Records from a data collection
<<<<

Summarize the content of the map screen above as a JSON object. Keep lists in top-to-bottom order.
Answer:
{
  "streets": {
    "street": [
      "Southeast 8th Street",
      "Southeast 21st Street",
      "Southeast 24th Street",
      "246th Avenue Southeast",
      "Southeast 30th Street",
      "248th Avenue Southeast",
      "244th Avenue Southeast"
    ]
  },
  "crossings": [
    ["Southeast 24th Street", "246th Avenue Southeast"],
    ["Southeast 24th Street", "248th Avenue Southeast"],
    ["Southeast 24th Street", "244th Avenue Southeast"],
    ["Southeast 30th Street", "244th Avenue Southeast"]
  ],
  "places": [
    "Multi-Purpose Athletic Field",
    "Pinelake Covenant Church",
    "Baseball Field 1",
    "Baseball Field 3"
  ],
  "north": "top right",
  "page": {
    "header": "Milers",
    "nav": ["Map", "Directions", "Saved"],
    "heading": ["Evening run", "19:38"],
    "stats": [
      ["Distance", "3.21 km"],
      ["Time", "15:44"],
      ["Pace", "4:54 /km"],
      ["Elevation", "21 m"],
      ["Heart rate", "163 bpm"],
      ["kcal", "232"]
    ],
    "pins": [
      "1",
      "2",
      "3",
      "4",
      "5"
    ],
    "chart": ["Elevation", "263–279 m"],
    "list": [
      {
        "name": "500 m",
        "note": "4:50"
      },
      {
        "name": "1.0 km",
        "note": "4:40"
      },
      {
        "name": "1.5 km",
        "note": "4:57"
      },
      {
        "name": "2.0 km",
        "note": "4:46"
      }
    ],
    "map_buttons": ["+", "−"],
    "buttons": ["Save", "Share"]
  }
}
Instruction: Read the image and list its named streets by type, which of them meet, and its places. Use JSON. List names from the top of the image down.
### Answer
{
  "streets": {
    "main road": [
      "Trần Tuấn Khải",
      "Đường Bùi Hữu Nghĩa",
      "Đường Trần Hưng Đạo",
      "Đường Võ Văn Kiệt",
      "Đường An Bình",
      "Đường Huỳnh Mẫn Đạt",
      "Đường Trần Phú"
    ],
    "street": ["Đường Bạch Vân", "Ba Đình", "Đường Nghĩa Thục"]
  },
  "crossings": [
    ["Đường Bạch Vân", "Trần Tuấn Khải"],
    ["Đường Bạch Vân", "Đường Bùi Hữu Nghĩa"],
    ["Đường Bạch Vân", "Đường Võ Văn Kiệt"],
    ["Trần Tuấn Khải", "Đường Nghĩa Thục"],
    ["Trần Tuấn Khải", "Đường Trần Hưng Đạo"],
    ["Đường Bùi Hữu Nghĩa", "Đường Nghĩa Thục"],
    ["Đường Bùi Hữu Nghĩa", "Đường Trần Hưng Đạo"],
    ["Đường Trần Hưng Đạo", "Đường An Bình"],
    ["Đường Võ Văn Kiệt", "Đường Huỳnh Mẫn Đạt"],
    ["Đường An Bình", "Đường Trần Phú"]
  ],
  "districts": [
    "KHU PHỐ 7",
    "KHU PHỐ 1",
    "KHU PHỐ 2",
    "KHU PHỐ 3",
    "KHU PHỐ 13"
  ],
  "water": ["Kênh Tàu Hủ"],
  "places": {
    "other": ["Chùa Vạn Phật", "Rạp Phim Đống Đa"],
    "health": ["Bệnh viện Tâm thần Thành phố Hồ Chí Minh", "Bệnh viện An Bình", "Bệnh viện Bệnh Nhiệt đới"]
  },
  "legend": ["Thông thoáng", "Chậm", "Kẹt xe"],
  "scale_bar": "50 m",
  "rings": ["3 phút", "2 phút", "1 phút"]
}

>>>>

From the lines above, copy those that contain the word "Hưng".

      "Đường Trần Hưng Đạo",
    ["Trần Tuấn Khải", "Đường Trần Hưng Đạo"],
    ["Đường Bùi Hữu Nghĩa", "Đường Trần Hưng Đạo"],
    ["Đường Trần Hưng Đạo", "Đường An Bình"],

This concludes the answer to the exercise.